About this exercise: Quote the listing below word for word, stopping after the line that contains "position:relative; width:979px; height:1089px;".

[Start of Attachment]

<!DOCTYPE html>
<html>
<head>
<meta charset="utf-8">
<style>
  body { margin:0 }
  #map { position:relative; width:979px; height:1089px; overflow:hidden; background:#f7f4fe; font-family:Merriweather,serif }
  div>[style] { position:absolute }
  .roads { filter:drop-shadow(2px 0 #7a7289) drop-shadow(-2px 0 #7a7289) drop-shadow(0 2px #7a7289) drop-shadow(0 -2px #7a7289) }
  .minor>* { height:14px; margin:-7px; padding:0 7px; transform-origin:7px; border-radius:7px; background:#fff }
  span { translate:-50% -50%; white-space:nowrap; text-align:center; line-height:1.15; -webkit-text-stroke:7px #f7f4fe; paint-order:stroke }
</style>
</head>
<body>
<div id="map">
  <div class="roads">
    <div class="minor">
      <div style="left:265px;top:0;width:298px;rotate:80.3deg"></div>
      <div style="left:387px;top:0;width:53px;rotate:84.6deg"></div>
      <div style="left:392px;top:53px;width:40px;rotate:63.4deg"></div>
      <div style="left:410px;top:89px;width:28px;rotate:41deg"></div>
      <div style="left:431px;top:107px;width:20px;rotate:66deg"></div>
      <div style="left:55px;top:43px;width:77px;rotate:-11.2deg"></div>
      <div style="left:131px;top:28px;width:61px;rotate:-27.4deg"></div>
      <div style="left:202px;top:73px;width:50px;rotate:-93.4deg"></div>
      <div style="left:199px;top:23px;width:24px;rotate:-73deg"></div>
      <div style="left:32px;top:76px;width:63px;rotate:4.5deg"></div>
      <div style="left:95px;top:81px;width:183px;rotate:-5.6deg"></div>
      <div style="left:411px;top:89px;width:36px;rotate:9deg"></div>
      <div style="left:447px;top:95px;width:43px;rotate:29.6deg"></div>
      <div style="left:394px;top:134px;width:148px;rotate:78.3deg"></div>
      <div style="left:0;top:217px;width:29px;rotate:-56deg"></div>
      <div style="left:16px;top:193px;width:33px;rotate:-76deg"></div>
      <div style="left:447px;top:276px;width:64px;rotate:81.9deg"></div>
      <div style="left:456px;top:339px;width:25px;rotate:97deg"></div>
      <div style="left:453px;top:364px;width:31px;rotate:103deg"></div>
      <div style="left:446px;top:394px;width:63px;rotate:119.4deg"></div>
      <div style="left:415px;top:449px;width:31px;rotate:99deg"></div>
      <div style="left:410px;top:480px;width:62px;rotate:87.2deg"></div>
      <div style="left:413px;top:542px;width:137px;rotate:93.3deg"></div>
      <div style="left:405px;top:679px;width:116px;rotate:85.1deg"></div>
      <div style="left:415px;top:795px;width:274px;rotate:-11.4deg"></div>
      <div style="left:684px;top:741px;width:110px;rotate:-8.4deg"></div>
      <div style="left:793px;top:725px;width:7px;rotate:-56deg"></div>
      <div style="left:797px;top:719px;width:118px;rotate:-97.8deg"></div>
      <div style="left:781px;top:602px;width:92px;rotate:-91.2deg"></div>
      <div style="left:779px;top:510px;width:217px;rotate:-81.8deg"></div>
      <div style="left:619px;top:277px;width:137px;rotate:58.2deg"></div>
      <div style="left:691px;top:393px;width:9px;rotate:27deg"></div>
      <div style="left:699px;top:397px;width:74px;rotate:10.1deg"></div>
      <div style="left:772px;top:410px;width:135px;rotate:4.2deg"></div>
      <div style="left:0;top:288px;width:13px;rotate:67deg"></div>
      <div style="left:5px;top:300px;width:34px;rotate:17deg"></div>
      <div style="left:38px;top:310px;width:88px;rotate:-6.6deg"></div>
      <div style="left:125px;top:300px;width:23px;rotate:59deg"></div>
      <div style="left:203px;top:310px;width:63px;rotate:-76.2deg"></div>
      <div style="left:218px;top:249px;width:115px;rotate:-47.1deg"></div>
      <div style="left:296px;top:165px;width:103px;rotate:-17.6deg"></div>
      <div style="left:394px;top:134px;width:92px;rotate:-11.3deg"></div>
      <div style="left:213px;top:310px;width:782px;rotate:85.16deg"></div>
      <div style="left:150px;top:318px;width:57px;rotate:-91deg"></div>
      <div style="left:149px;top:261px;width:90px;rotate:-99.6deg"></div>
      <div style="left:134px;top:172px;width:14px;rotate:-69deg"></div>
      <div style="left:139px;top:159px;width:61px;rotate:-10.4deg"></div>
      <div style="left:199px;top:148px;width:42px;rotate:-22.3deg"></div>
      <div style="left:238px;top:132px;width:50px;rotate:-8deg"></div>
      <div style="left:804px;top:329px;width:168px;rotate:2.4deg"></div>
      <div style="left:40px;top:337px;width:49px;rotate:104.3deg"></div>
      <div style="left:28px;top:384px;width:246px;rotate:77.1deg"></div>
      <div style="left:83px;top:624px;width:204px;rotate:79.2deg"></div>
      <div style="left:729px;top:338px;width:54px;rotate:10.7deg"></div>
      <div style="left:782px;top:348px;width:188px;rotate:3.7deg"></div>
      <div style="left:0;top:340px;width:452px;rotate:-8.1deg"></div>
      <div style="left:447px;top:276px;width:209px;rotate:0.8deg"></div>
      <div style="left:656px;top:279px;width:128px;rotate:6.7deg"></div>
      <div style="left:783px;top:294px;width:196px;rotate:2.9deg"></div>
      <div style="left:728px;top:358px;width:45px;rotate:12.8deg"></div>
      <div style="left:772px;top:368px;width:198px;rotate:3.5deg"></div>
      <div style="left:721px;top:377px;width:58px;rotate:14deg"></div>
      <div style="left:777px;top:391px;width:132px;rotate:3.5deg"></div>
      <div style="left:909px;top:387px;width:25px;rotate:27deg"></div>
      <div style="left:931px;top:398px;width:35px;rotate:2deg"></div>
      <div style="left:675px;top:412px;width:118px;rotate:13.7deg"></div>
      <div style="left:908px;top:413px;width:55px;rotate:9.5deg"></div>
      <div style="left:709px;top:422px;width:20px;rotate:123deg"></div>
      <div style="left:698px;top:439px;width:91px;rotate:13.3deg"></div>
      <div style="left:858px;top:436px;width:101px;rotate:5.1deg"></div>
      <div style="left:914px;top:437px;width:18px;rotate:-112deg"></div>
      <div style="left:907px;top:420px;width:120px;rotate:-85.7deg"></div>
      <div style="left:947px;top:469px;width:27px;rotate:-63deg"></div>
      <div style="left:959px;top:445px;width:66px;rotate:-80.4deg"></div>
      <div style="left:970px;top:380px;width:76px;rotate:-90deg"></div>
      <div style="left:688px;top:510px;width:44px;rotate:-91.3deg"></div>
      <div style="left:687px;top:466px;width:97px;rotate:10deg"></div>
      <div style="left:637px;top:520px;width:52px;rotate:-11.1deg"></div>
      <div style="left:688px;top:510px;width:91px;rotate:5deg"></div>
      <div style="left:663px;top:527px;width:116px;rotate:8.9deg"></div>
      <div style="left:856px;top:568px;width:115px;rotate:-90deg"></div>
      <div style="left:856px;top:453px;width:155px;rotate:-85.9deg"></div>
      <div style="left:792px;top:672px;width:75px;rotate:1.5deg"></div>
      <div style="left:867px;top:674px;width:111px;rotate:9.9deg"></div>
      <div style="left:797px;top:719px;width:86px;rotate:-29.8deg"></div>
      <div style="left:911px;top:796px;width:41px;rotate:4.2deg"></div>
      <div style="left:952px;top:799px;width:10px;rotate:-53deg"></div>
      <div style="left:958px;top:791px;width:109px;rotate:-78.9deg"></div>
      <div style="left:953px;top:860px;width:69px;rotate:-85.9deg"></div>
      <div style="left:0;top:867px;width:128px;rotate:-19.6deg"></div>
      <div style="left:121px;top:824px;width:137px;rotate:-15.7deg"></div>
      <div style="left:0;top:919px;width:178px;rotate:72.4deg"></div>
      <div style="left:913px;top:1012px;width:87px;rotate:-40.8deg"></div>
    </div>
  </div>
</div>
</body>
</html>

[End of Attachment]

Answer area:
<!DOCTYPE html>
<html>
<head>
<meta charset="utf-8">
<style>
  body { margin:0 }
  #map { position:relative; width:979px; height:1089px; overflow:hidden; background:#f7f4fe; font-family:Merriweather,serif }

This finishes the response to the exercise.